No transcorrer do tempo, envolvidos até a alma na atividade, percebemos que já tinha passados quase três meses viajando nessa prática. Até que um dia o colega Daciflay, depois de muita cobrança minha e de Letto para ele nos revelasse onde estava à fonte da derrama dos ingressos, acabou entregando o ouro e nos dizendo como as entradas estavam chegando às suas mãos. Meio tosco tenso e nervoso ele falou que a mina estava com o porteiro do cinema. Como praxe, o porteiro - encarregado original de receber os ingressos dos frequentadores, era o responsável pelo repasse. Como era habitual, ele rasgava a maioria dos bilhetes e depositava na urna, mas uma parte desses, ele simplesmente dobrava e colocava no receptáculo. No dia seguinte, quando voltava às 8 horas para recolher os ingressos rasgados da urna e queimar, conforme orientação dada pelo seu empregador, o exibidor Carlos Paulino - proprietário do Cine Éden, ele recolhia os que estavam dobrados, embolsava e, queimava o resto.

Essa brincadeira para uns garotos que desconhecia os limites dos atos que praticavam, estava indo muito bem. Pois até certo prazer em praticar era visível em cada um nós, nos deixando sentimentalmente bem à vontade. Era a garantia de não pagar o acesso ao cinema. Ganhava o porteiro do Cine Éden e Daciflay o dinheirinho do lanche e, eu e Letto, a entrada no Cine Éden, principalmente nas grandes estreias, como foi a do filme ‘O Dez Mandamentos’, com o lendário ator Charlton Heston, onde a quantidade de ingressos que vendemos foi a maior de todas.
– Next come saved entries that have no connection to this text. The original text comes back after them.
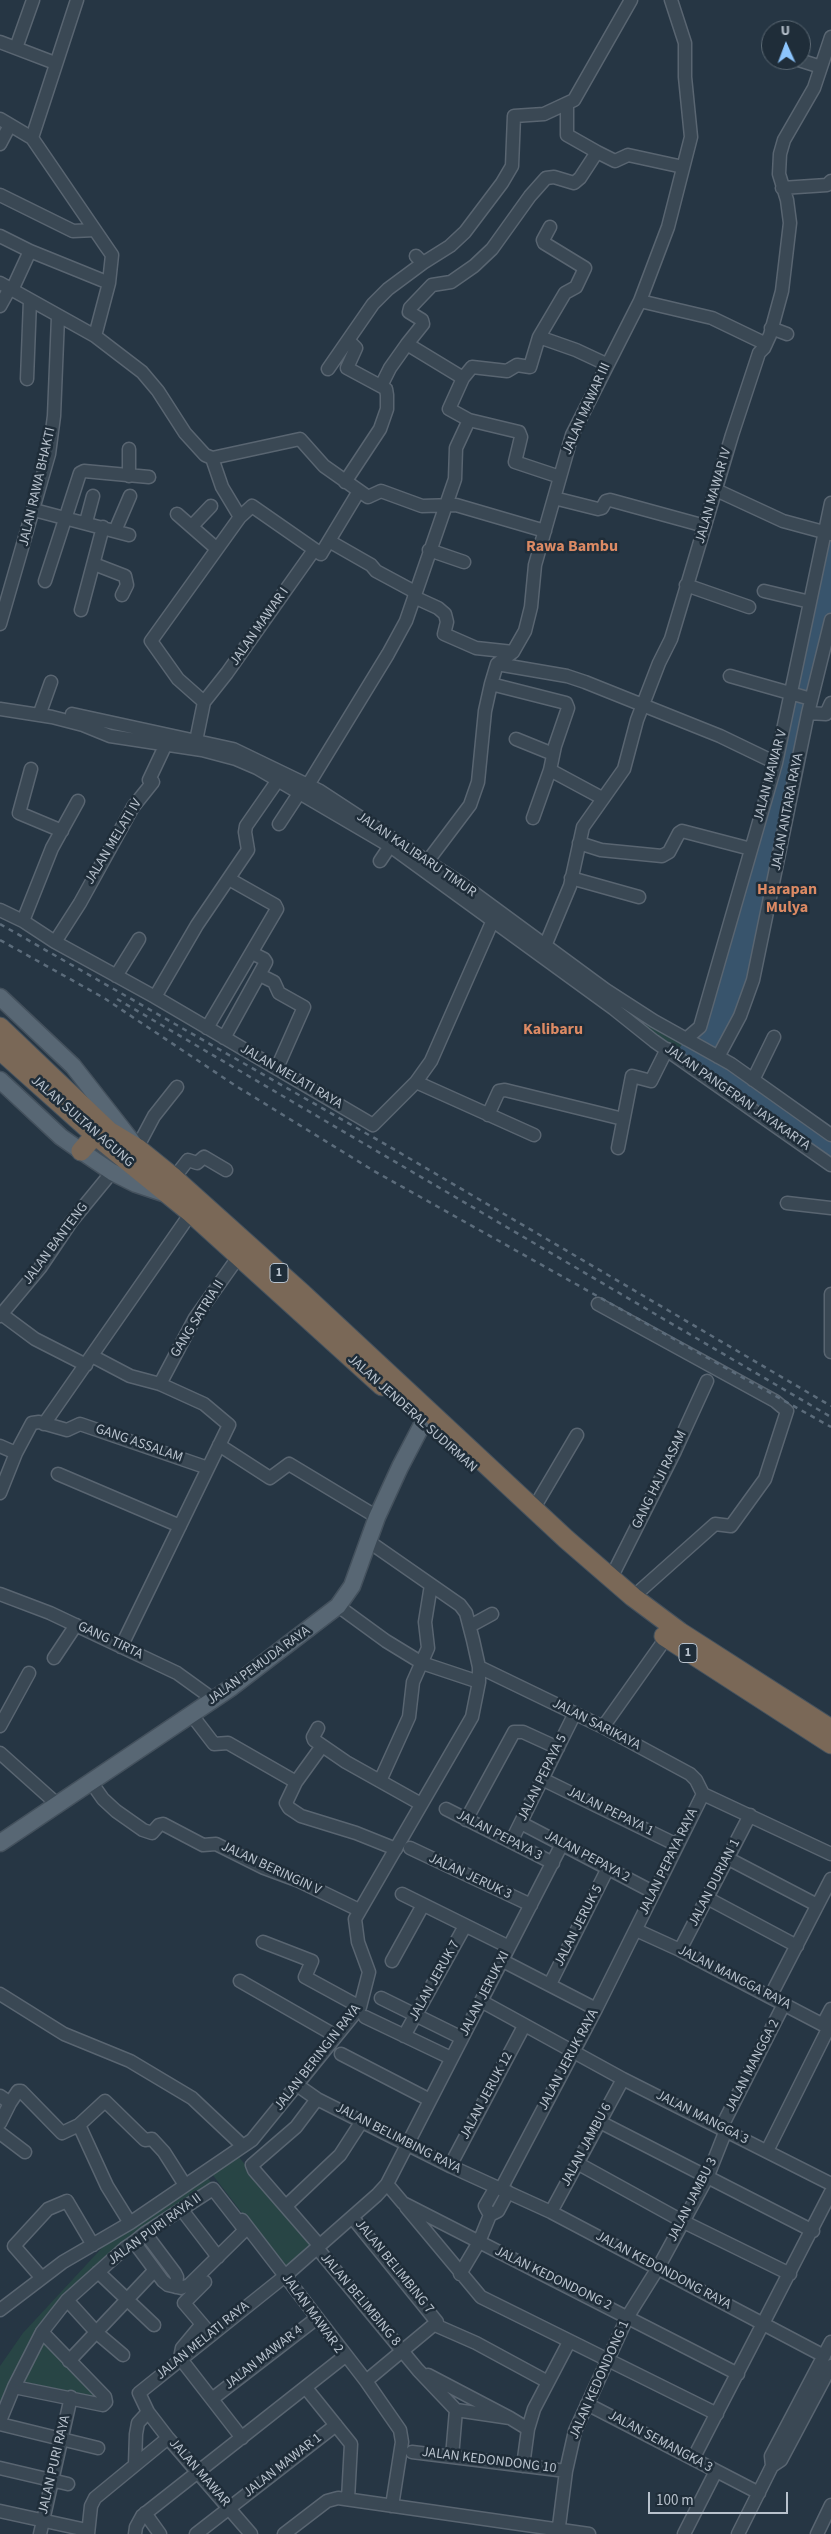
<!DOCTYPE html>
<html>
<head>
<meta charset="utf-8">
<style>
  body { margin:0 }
  #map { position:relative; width:831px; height:2534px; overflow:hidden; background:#263644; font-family:"Source Sans 3",sans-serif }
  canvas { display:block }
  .north { position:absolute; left:761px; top:20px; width:50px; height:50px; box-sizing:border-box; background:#1f2d39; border:1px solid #5c6974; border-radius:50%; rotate:358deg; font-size:14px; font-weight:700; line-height:20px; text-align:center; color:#b8c2cd }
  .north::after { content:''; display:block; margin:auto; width:18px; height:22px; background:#8cc5fd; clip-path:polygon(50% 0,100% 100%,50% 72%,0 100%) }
  .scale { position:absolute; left:648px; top:2492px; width:140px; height:22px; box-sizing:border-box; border:2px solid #b8c2cd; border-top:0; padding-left:6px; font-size:15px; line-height:18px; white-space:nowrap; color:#b8c2cd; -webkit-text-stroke:4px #1f2d39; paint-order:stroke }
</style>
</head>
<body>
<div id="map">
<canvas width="831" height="2534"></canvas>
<div class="north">U</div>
<div class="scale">100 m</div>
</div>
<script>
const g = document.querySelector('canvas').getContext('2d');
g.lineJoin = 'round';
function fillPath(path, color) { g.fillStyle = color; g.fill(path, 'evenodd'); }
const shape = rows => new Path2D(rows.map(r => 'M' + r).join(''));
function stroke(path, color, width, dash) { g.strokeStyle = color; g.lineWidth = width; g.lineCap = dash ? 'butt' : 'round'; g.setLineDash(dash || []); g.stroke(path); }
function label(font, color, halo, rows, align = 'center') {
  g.font = font + ' "Source Sans 3",sans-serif'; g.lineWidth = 5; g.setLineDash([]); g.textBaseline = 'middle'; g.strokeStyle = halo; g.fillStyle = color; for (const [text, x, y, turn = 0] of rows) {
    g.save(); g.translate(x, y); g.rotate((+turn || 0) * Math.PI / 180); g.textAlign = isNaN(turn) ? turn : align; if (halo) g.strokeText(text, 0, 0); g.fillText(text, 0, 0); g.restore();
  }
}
const green = shape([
  [648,1023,686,1039,675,1054,645,1026],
  [238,2156,311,2245,285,2269,212,2174],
  [205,2174,213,2185,71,2291,0,2413,0,2366,23,2333,112,2237],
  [41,2336,105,2400,17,2385]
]);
const water = shape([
  [831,503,831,617,753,980,718,1057,831,1135,831,1165,675,1054,686,1039,700,1027,751,849]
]);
const minor = shape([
  [0,42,55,63],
  [16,48,33,0],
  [799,60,821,67],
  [567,105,567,135,597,152],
  [0,119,32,138,112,255,109,283,95,336],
  [32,138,77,0],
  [0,144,10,125],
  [782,188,827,185,831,181],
  [0,195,73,231,95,230],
  [0,236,30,251,109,283],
  [416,256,423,263,450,246,465,232,502,183,512,166,514,116,544,114,574,100,631,0],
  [0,283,95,336,142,372,158,391,185,433,205,455,212,458],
  [12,290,30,251],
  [640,301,712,318,766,344],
  [0,306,10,288],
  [771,328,787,334],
  [539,337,565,293,576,287,585,268,544,243,543,240,550,227],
  [328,369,373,304,388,289,423,263],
  [463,378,472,367,507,371,517,365,530,367,539,337,576,350,606,364],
  [27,379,30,300],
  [381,386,390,368,407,344],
  [469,420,519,432,521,437,515,462,560,477],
  [129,449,129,476],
  [212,458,300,439,324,466,368,497,381,491,422,506,456,505,545,531],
  [345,482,380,429,387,409,387,395,386,389,347,368,356,348,348,340],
  [716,490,783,521,831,534],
  [554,498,598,509,602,508,606,501,610,500,705,526],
  [34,510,129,535],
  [177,514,217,549],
  [240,517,252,506,321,554,359,491],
  [86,522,93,496],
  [192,526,211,506],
  [115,531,130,496],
  [329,541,371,565,376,571,415,592],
  [429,550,464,562],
  [94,564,125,576,127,585,122,595],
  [45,581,80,473,84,471,149,477],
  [686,585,749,607],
  [764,591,810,602],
  [414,597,438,608,445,614,447,622,444,634,476,648,513,652],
  [81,610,103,527],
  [0,624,49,454,54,416,58,317],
  [497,664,567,676,585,682,720,736,776,763],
  [730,676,811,699],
  [491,684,566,703,568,708,555,746,550,770,602,798],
  [204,702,227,673,314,550],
  [0,709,52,717,83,725,110,736,202,750,236,759,257,768,390,846,614,1009,654,1041,831,1165],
  [41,710,51,682],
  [808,713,826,714,831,703],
  [72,714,233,749,320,791,462,884,606,990,654,1021,731,1064,831,1135],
  [516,739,553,754],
  [196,741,204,702,178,679,151,641,240,517,222,487,212,458],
  [31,769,19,813,62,831],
  [308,785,388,654,406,621,455,479,456,448,469,420,449,409,463,378,407,344,423,324,422,320,409,312,410,308,432,285,451,282,474,266,492,249,530,196,546,178,554,177,574,183,580,178,597,152,615,161,628,155,683,167],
  [533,818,550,770],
  [279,824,300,792],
  [579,843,601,850,662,856,669,852,679,833,682,831,751,849],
  [380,861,390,846],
  [427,862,470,805,478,782,485,711,491,684,497,664,513,652,525,631,531,607,535,565,572,435,640,301,668,227,691,137,685,77,685,43,671,0],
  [571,878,639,897],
  [0,910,23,921,55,942,155,997,373,1125,416,1082,431,1061,493,920],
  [23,921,52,848,78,801],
  [55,942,80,903,133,807,153,782,149,780,166,744],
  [545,946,570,886,583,827,624,769,637,720,659,663,671,639,732,435,759,353,764,348,770,335,782,291,790,223,787,200,779,174,780,154,784,140,814,88,831,37],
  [260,975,274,982,279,993,304,1007,277,1068],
  [116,976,139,939],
  [155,997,197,925,248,850,245,832,246,826,278,780],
  [207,1028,277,909,275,905,229,879],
  [224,1038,266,962,264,959,252,953],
  [686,1039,700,1027,776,763,831,503],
  [718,1057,740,1016,753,980,808,713,831,620],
  [753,1080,774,1037],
  [416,1082,534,1135],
  [488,1115,499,1091,505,1090,623,1119],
  [137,1148,154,1116,177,1087],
  [618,1148,632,1076,651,1081,667,1049],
  [174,1178,188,1160,197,1163,204,1157,226,1170],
  [787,1203,831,1208],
  [831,1294,831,1352],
  [598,1304,775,1401,787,1411,765,1479,731,1526,715,1524,633,1597],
  [0,1313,35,1339,86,1365],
  [0,1316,40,1268,71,1222,112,1172],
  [92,1356,130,1376,160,1384,204,1404,229,1425,121,1647],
  [160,1384,195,1318,239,1256],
  [44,1424,191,1213],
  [219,1445,270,1478,289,1464,377,1517],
  [0,1446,16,1453,32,1423,39,1422,67,1430,80,1424,208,1468],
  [58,1474,180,1526],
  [0,1493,16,1453],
  [534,1508,577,1435],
  [611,1578,675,1451,707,1381],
  [0,1594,50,1613,177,1673,213,1699],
  [338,1606,386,1641,422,1663,479,1682],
  [470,1626,492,1614],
  [54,1658,76,1625],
  [479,1667,603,1727,690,1774,696,1780,703,1794],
  [191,1714,214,1744,228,1743,296,1782],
  [0,1726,29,1673],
  [603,1727,666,1638],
  [318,1728,313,1737,314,1740,346,1762,421,1804],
  [322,1746,296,1782,286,1803,289,1808,301,1816,356,1833,396,1849],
  [0,1753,57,1804],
  [542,1779,677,1845],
  [380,1781,409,1717,413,1682,428,1648,425,1622,431,1585],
  [91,1782,103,1799,116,1811,143,1830,152,1833,159,1825,163,1824,203,1845,216,1844,264,1868,299,1881,359,1910],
  [703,1794,831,1854],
  [446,1809,553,1863],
  [466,1820,514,1732,523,1732,558,1748],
  [521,1823,653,1892],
  [511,1842,575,1713],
  [410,1848,531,1905],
  [727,1858,817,1905],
  [402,1894,509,1947],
  [707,1898,797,1946],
  [636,1930,680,1950,831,2029],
  [263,1942,312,1961,305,1977,360,2007],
  [680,1950,750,1815],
  [392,1961,423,1905],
  [503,1961,596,2009],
  [240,1981,336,2036],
  [550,1984,608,1868],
  [0,1994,64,2034,130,2061,192,2098,243,2146],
  [770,1997,831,1879],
  [381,1998,462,2038],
  [481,2001,623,2079,831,2184],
  [365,2017,451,2058],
  [823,2024,831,2009],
  [404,2036,465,1926],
  [341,2054,430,2100],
  [297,2085,317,2099,450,2166,551,2212,824,2356],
  [0,2096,10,2103,18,2091,21,2091,62,2133,79,2125,105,2101,145,2140,152,2139,164,2152,185,2185],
  [317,2099,296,2127,252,2165,254,2170,319,2245],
  [600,2122,813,2231],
  [0,2123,10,2103],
  [79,2125,107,2186,130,2223],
  [721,2128,784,2004],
  [0,2133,25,2152],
  [767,2151,829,2027],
  [577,2163,684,2222,790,2274],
  [450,2166,524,2026],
  [387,2184,403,2203,738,2374],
  [501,2189,596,2009,703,1794],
  [286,2206,340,2155,362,2121],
  [406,2207,481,2297,717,2414],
  [182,2210,218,2257],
  [551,2212,623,2079],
  [490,2215,485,2206,496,2187],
  [352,2217,437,2322,366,2381],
  [242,2220,366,2381,400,2430,402,2442,392,2506],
  [145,2233,175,2273,177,2277,176,2287],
  [317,2248,418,2370,456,2410],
  [98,2272,154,2325],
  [460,2274,479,2242,490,2215,498,2211,508,2192],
  [41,2277,14,2246,48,2209,67,2201,93,2245],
  [205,2282,184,2303,207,2330],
  [67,2300,97,2333,123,2355],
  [0,2310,63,2262,130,2223,252,2140,360,2007,369,1972,358,1942,355,1919,472,1717,479,1682,479,1667,473,1640,466,1613,460,1605,368,1541],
  [202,2324,182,2348,180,2358,242,2438],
  [435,2325,476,2343,548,2382],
  [69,2361,154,2271],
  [428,2375,510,2418],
  [14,2387,103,2405,106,2402,105,2397,42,2332],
  [306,2388,351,2444,348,2499],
  [212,2399,317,2318],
  [587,2404,759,2493],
  [456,2410,510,2418,528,2429],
  [0,2421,14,2387,42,2332,67,2300,125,2248,134,2242,145,2233,213,2189,245,2230,189,2285,181,2288,168,2285,163,2281,134,2242],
  [0,2424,98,2448],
  [412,2452,566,2471],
  [452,2457,456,2410],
  [693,2459,831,2192],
  [135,2464,136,2434,138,2423,148,2412],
  [523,2466,528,2429,534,2409,569,2342],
  [772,2466,771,2456,831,2342],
  [0,2468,68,2484],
  [0,2511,82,2529],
  [145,2513,160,2534],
  [40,2534,71,2397],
  [88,2534,91,2506,95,2498,168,2438],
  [135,2534,136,2527,142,2516,345,2356],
  [196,2534,336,2425],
  [251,2534,168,2438,148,2412,139,2393,285,2276,377,2195,387,2184,562,1844],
  [284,2534,327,2501,338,2498,589,2534],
  [558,2534,566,2471,575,2431,628,2316,658,2268,707,2178,726,2130],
  [684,2534,716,2471],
  [738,2534,772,2466,781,2460,831,2366],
  [817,2534,831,2505]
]);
const major = shape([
  [0,997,73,1066,134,1144],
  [0,1080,61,1137,81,1151,112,1172,136,1184,163,1193],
  [0,1843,232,1687,338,1606,352,1586,377,1517,400,1467,423,1423,431,1414]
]);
const highway = shape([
  [0,1027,109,1131,137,1148,174,1178,302,1293,566,1539,633,1597,680,1632,831,1729],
  [0,1050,95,1135,191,1213,382,1386],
  [81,1151,95,1135],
  [664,1636,831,1744]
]);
const rail = shape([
  [0,924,390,1147,831,1406],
  [0,940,104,998,236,1086,374,1171,831,1427],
  [117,999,831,1417]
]);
const shields = [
  [279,1273,18],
  [688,1653,18]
];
const shieldNames = [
  ["1",279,1273],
  ["1",688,1653]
];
const streetNames = [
  ["JALAN MAWAR III",587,409,-66],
  ["JALAN RAWA BHAKTI",38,487,-77],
  ["JALAN MAWAR IV",714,496,-74],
  ["JALAN MAWAR I",260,627,-55],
  ["JALAN MAWAR V",771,776,-75],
  ["JALAN ANTARA RAYA",788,812,-79],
  ["JALAN MELATI IV",114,842,-59],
  ["JALAN KALIBARU TIMUR",416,855,34],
  ["JALAN MELATI RAYA",291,1077,30],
  ["JALAN PANGERAN JAYAKARTA",737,1098,35],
  ["JALAN SULTAN AGUNG",82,1122,41],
  ["JALAN BANTENG",56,1244,-53],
  ["GANG SATRIA II",198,1319,-58],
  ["JALAN JENDERAL SUDIRMAN",412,1414,42],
  ["GANG ASSALAM",139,1444,19],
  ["GANG HAJI RASAM",660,1480,-64],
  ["GANG TIRTA",110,1641,25],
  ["JALAN PEMUDA RAYA",259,1666,-36],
  ["JALAN SARIKAYA",596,1725,27],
  ["JALAN PEPAYA 5",543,1778,-64],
  ["JALAN PEPAYA 1",610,1812,26],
  ["JALAN PEPAYA 3",499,1836,27],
  ["JALAN PEPAYA 2",587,1857,28],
  ["JALAN PEPAYA RAYA",669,1862,-64],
  ["JALAN BERINGIN V",271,1869,25],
  ["JALAN JERUK 3",470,1877,25],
  ["JALAN DURIAN 1",715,1883,-63],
  ["JALAN JERUK 5",579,1926,-63],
  ["JALAN MANGGA RAYA",734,1978,27],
  ["JALAN JERUK 7",435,1981,-61],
  ["JALAN JERUK XI",485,1994,-63],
  ["JALAN BERINGIN RAYA",318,2058,-52],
  ["JALAN JERUK RAYA",569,2060,-62],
  ["JALAN MANGGA 2",753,2066,-63],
  ["JALAN JERUK 12",487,2096,-62],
  ["JALAN MANGGA 3",702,2118,27],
  ["JALAN BELIMBING RAYA",398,2139,27],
  ["JALAN JAMBU 6",587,2145,-62],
  ["JALAN JAMBU 3",693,2200,-63],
  ["JALAN PURI RAYA II",155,2230,-36],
  ["JALAN BELIMBING 7",394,2267,51],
  ["JALAN KEDONDONG RAYA",663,2271,28],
  ["JALAN KEDONDONG 2",553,2279,26],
  ["JALAN BELIMBING 8",360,2300,50],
  ["JALAN MAWAR 2",312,2314,54],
  ["JALAN MELATI RAYA",203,2341,-39],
  ["JALAN MAWAR 4",264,2358,-38],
  ["JALAN KEDONDONG 1",600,2380,-66],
  ["JALAN SEMANGKA 3",660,2442,28],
  ["JALAN KEDONDONG 10",489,2461,7],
  ["JALAN PURI RAYA",55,2465,-77],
  ["JALAN MAWAR 1",283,2466,-38],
  ["JALAN MAWAR",199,2473,49]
];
const quarterNames = [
  ["Rawa Bambu",572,547],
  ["Harapan",787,890],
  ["Mulya",787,908],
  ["Kalibaru",553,1030]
];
fillPath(green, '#284545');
fillPath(water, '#38546c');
stroke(minor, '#596571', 15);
stroke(major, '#44515d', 19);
stroke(highway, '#45525e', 21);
stroke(minor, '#3a4854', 12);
stroke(major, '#586774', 16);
stroke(highway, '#7a6857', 19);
stroke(rail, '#5c6c7b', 2.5, [5, 5]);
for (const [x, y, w] of shields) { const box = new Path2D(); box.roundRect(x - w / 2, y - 9.5, w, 19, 4); g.fillStyle = '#1f2d39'; g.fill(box); stroke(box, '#b8c2cd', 1); }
label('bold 12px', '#b8c2cd', null, shieldNames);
label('14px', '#b8c2cd', '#1f2d39', streetNames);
label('bold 16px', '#dc8a64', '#1f2d39', quarterNames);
</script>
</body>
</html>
Inocente do perigo que poderia ocorrer, o porteiro ganancioso aumentou a quantidade das entradas em nossas mãos no dia da rentrée do filme ‘Terremoto’. Nesse mesmo dia Daciflay apresentou um terceiro personagem nessa história. Era Gilnécio que passou a compartilhar conosco na estreia desse filme, a vendagem dos ingressos ao cinema de Carlos Paulino. Confessor que fiquei assustado e temeroso, pois já éramos quatro infringentes na prática, operando na área do Edifício Ok. Mas o interesse de todos, superava qualquer possibilidade de fracasso ou de algo dar errado. Por isso continuamos! Continuamos até que um dos frequentadores rompeu o silêncio. Ele chegou à fila da bilheteria com um ingresso na mão e, ao se dirigir a um amigo que estava na fila, disse que havia comprado um ingresso a uma pessoa na esquina do Edifício Ok.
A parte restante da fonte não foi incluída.